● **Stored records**
____________
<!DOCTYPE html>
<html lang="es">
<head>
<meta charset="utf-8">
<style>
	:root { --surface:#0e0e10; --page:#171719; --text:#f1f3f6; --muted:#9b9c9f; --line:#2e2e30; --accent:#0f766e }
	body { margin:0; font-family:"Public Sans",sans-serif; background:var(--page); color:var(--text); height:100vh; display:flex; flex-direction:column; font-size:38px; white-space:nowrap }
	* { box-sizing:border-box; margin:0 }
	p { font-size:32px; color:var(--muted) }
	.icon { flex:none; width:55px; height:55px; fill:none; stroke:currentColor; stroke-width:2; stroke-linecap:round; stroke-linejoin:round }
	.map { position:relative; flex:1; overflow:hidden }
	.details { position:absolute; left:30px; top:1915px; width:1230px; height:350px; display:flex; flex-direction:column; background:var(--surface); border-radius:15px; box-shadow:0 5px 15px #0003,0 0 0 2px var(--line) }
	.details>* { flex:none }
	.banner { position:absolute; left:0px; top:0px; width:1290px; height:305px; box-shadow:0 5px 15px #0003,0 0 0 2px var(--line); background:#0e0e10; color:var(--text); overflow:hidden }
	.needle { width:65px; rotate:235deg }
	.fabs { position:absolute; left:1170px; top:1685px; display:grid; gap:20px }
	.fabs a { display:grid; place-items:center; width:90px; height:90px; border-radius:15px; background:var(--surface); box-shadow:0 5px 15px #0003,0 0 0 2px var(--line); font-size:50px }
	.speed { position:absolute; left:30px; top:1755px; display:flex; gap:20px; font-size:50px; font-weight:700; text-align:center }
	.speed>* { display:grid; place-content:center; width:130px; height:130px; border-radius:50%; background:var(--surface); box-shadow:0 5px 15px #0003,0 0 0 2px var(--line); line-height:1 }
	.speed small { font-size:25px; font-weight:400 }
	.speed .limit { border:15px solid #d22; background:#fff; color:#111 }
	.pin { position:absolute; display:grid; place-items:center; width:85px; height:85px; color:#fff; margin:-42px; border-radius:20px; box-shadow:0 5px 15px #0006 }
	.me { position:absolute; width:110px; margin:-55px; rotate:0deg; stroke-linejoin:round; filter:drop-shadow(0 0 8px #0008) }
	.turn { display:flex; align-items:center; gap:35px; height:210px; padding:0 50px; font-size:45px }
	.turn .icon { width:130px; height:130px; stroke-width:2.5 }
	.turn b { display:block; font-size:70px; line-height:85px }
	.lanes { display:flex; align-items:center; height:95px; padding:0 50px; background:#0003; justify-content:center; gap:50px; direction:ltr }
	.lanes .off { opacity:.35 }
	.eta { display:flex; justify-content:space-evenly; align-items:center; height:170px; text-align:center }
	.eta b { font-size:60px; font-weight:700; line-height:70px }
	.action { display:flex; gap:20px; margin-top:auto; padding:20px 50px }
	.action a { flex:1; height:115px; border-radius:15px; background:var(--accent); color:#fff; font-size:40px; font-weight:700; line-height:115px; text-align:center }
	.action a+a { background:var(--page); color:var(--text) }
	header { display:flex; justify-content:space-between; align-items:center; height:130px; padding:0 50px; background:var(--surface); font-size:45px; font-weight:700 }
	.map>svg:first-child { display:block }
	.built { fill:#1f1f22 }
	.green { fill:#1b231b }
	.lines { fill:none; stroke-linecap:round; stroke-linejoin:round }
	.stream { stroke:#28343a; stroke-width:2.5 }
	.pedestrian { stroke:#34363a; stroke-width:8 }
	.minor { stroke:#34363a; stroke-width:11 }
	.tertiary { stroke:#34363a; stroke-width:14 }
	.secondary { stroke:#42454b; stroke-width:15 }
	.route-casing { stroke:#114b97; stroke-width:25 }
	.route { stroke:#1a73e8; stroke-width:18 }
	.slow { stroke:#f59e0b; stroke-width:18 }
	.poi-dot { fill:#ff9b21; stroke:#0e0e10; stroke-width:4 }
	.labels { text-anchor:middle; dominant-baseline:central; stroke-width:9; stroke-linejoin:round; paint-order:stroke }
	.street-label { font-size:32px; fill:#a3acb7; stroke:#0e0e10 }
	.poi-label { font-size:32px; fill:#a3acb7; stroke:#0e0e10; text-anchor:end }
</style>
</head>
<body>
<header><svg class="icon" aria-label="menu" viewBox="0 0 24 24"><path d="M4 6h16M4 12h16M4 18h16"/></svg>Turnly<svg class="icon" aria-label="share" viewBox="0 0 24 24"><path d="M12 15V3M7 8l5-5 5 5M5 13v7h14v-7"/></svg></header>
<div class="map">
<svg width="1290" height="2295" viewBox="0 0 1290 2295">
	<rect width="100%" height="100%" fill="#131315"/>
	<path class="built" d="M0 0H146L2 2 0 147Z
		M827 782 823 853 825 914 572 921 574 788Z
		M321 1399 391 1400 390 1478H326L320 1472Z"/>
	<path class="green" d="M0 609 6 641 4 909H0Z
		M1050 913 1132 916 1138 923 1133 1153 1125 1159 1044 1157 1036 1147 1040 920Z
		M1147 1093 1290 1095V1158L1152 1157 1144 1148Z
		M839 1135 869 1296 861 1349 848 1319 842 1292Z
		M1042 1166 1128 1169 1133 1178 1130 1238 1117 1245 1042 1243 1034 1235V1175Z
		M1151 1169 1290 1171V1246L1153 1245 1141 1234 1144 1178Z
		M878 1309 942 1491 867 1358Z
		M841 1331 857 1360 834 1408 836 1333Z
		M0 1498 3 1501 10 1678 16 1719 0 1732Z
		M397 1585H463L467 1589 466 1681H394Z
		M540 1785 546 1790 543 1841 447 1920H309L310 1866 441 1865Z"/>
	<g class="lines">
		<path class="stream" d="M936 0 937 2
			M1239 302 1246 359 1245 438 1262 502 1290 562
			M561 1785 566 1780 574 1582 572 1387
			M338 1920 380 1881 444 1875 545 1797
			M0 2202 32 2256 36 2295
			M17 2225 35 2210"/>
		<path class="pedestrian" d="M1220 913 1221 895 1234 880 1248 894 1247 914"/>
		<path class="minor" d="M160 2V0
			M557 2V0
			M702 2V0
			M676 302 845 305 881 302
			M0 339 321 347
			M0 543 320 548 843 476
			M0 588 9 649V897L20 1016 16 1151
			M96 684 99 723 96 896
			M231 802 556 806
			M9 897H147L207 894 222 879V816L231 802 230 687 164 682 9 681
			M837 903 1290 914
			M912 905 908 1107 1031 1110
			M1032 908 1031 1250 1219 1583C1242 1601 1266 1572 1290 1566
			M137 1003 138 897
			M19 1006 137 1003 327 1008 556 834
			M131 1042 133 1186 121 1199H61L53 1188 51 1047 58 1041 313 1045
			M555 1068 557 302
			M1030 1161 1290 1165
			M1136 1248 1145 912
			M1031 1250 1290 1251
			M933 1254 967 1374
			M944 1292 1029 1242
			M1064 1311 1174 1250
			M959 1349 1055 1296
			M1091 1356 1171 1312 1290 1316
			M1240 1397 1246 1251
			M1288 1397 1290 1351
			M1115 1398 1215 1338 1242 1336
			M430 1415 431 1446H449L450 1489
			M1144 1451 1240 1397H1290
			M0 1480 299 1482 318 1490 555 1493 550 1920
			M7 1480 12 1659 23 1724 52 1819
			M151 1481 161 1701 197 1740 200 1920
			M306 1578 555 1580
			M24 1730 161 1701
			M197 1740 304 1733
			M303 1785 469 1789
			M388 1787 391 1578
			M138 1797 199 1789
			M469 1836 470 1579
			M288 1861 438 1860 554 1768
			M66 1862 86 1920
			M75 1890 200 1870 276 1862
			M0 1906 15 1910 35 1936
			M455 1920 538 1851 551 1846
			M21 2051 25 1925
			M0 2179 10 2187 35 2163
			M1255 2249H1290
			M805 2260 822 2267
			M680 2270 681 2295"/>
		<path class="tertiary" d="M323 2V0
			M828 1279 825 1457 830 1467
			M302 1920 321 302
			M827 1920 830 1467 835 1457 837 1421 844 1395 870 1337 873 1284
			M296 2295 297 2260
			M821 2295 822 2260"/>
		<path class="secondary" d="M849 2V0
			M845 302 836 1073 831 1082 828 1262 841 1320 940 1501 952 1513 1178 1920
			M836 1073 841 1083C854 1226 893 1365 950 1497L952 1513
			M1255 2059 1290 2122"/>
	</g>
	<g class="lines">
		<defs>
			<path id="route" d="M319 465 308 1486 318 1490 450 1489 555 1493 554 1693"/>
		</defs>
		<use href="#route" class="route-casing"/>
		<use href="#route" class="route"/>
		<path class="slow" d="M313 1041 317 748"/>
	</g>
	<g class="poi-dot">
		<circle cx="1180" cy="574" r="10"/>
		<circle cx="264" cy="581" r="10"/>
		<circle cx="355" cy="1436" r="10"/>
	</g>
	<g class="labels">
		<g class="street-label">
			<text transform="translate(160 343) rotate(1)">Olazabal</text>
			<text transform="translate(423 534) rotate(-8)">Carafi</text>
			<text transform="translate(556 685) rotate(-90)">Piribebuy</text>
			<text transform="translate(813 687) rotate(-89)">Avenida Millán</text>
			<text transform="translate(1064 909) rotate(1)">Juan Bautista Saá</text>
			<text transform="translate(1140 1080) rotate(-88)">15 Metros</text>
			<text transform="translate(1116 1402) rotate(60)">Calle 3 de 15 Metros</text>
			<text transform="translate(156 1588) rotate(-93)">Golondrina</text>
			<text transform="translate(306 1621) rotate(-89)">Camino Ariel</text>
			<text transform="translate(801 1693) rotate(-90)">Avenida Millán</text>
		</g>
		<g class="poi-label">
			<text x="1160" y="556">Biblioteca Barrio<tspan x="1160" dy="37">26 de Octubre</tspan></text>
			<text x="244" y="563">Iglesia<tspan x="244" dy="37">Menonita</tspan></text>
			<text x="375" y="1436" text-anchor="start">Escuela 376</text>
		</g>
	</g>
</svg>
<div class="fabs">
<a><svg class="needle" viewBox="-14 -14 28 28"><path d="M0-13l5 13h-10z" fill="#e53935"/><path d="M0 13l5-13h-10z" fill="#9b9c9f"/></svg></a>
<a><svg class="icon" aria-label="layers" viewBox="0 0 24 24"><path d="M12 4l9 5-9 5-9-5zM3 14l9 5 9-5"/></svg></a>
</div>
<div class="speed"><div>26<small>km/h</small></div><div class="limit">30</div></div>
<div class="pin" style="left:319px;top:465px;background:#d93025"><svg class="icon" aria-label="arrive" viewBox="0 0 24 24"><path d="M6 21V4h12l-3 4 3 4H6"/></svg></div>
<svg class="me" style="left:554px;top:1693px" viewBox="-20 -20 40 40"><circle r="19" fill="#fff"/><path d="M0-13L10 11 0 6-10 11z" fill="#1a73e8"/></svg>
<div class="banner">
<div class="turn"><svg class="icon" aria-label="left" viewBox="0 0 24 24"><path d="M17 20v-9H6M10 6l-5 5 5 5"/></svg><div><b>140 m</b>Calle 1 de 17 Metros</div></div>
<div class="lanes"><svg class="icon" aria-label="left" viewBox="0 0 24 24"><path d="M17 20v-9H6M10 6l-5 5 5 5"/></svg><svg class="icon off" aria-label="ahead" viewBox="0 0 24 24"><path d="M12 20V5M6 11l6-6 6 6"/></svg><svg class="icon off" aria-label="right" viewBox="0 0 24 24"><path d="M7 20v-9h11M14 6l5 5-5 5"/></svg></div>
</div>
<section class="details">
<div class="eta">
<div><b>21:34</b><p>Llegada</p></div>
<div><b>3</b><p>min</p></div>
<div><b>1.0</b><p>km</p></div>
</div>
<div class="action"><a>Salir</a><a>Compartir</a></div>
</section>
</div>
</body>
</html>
____________
● **What you are asked to do**
Report, for the data above, every line in which the string "small" appears.

● **Task output**
	.speed small { font-size:25px; font-weight:400 }
<div class="speed"><div>26<small>km/h</small></div><div class="limit">30</div></div>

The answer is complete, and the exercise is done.